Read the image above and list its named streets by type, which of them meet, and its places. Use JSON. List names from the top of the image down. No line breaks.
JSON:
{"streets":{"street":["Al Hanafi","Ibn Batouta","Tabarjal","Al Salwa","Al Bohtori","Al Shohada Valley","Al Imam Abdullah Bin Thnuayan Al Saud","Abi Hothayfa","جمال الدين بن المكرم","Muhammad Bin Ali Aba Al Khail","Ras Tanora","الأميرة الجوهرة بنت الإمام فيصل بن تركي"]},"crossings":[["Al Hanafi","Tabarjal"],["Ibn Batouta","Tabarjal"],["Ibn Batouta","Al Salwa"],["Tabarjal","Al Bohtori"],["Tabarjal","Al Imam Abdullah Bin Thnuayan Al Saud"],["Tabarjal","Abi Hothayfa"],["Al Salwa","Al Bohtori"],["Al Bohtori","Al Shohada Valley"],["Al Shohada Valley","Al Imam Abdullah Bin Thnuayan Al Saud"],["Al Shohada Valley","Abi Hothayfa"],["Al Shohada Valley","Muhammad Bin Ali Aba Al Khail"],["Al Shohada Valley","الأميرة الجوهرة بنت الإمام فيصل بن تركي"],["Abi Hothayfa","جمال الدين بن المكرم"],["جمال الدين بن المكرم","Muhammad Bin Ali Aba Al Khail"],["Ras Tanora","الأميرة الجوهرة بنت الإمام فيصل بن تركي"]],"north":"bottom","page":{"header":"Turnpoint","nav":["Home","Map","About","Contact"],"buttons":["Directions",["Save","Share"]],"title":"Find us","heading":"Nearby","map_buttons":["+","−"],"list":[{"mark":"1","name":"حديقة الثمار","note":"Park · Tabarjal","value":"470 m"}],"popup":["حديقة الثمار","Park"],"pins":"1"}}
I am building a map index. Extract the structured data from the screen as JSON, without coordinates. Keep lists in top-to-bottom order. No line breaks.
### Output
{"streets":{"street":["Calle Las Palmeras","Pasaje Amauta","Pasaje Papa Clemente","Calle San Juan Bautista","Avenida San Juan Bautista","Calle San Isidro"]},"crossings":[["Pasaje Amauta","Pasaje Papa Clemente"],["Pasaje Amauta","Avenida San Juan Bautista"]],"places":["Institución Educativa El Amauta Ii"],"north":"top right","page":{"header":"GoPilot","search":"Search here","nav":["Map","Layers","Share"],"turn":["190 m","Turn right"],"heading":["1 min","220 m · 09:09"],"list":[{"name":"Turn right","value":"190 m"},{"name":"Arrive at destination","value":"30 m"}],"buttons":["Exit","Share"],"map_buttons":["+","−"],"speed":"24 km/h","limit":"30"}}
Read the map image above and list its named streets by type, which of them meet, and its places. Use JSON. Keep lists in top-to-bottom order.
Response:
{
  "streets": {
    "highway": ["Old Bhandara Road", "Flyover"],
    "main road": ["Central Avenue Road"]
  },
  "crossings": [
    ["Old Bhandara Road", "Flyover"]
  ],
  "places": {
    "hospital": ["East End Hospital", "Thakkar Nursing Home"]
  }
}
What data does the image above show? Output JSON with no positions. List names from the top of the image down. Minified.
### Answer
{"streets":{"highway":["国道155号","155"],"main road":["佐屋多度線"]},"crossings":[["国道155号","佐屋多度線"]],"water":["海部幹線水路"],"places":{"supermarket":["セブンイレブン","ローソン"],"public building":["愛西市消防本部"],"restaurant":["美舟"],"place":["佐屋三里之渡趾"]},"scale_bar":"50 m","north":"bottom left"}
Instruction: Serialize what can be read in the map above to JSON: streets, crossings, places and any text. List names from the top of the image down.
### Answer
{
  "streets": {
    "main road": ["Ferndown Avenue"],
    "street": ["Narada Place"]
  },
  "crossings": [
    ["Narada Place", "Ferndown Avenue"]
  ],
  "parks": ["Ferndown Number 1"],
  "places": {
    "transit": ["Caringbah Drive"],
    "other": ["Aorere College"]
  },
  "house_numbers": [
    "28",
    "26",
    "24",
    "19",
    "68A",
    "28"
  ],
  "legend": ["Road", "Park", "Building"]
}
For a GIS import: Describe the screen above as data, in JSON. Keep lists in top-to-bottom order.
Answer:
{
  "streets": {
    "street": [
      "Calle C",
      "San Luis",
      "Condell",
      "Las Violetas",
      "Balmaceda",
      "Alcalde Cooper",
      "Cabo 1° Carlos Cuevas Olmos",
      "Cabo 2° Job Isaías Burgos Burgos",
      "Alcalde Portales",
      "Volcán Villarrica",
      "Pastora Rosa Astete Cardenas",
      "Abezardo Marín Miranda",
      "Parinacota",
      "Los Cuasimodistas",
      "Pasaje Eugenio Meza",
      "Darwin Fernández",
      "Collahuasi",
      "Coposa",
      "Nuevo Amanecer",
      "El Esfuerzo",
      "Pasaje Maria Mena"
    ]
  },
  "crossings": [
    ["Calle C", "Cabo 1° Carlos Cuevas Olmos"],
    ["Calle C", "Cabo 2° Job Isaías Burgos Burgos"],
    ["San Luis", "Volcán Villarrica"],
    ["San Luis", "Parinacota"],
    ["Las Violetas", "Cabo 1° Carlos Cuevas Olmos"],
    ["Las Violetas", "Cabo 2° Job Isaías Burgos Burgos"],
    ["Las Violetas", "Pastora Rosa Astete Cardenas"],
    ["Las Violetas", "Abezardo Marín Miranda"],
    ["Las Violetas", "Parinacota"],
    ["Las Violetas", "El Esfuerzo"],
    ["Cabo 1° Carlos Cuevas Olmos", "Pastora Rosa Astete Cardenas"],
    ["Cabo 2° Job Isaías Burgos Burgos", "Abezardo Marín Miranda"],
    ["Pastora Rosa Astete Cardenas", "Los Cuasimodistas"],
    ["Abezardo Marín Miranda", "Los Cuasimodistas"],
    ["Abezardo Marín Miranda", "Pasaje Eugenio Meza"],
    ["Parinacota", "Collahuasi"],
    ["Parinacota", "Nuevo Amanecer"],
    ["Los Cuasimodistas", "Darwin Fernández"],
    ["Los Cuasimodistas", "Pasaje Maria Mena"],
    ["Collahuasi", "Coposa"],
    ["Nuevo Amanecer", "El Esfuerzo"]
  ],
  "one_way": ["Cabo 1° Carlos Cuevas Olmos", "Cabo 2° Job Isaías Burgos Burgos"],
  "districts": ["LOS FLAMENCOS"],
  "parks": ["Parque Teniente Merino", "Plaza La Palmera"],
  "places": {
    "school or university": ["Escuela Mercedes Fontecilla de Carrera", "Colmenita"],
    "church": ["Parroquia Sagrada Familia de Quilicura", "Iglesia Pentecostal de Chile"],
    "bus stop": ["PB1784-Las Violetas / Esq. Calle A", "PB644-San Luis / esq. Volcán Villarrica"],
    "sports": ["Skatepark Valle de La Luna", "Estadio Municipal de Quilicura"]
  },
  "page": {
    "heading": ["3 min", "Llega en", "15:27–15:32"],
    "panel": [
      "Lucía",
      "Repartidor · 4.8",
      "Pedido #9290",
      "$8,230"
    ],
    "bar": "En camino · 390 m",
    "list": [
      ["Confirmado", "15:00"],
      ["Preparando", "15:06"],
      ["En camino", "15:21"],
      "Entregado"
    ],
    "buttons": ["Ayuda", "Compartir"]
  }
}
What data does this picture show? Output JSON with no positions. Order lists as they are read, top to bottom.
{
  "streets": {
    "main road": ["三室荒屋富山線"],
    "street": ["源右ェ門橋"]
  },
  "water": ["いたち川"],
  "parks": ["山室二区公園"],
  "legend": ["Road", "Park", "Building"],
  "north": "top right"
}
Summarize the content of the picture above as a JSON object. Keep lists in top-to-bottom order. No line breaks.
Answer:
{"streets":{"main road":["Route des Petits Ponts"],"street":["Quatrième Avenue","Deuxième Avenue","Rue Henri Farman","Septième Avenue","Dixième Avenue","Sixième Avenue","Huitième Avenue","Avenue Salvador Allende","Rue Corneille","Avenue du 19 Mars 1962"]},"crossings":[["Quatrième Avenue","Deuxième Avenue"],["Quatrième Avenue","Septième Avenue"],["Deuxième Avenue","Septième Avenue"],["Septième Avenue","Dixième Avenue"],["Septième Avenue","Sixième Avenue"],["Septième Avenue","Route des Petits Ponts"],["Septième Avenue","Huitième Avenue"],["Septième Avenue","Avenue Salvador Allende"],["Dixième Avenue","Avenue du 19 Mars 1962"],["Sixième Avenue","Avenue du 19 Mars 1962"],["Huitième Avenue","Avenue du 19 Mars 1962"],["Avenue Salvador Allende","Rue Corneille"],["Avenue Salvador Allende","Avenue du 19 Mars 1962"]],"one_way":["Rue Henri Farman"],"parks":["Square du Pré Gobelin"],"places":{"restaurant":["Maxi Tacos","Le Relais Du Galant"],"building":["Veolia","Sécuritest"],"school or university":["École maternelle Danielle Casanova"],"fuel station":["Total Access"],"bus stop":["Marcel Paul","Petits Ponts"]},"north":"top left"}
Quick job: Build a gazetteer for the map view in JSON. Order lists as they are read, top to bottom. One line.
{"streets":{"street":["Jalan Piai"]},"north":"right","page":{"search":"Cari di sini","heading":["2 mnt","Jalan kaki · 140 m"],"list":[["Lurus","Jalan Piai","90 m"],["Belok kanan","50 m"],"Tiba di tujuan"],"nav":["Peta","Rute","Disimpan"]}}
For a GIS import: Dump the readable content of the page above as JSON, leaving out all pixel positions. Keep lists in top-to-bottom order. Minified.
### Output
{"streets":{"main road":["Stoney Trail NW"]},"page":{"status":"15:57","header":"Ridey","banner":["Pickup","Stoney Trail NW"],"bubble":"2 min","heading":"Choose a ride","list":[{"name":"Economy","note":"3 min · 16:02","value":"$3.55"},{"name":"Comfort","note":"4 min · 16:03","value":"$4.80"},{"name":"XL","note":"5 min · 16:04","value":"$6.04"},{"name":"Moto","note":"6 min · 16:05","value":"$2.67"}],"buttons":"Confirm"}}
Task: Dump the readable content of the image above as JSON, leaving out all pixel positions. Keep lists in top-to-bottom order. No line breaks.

- [Task item]: Look above for the line holding "What data does the", then set down exactly that line and every line after it up to and including the line holding "For a GIS import: Describe", with nothing else.

- [Result for this task]:
What data does the image above show? Output JSON with no positions. List names from the top of the image down. Minified.
### Answer
{"streets":{"highway":["国道155号","155"],"main road":["佐屋多度線"]},"crossings":[["国道155号","佐屋多度線"]],"water":["海部幹線水路"],"places":{"supermarket":["セブンイレブン","ローソン"],"public building":["愛西市消防本部"],"restaurant":["美舟"],"place":["佐屋三里之渡趾"]},"scale_bar":"50 m","north":"bottom left"}
Instruction: Serialize what can be read in the map above to JSON: streets, crossings, places and any text. List names from the top of the image down.
### Answer
{
  "streets": {
    "main road": ["Ferndown Avenue"],
    "street": ["Narada Place"]
  },
  "crossings": [
    ["Narada Place", "Ferndown Avenue"]
  ],
  "parks": ["Ferndown Number 1"],
  "places": {
    "transit": ["Caringbah Drive"],
    "other": ["Aorere College"]
  },
  "house_numbers": [
    "28",
    "26",
    "24",
    "19",
    "68A",
    "28"
  ],
  "legend": ["Road", "Park", "Building"]
}
For a GIS import: Describe the screen above as data, in JSON. Keep lists in top-to-bottom order.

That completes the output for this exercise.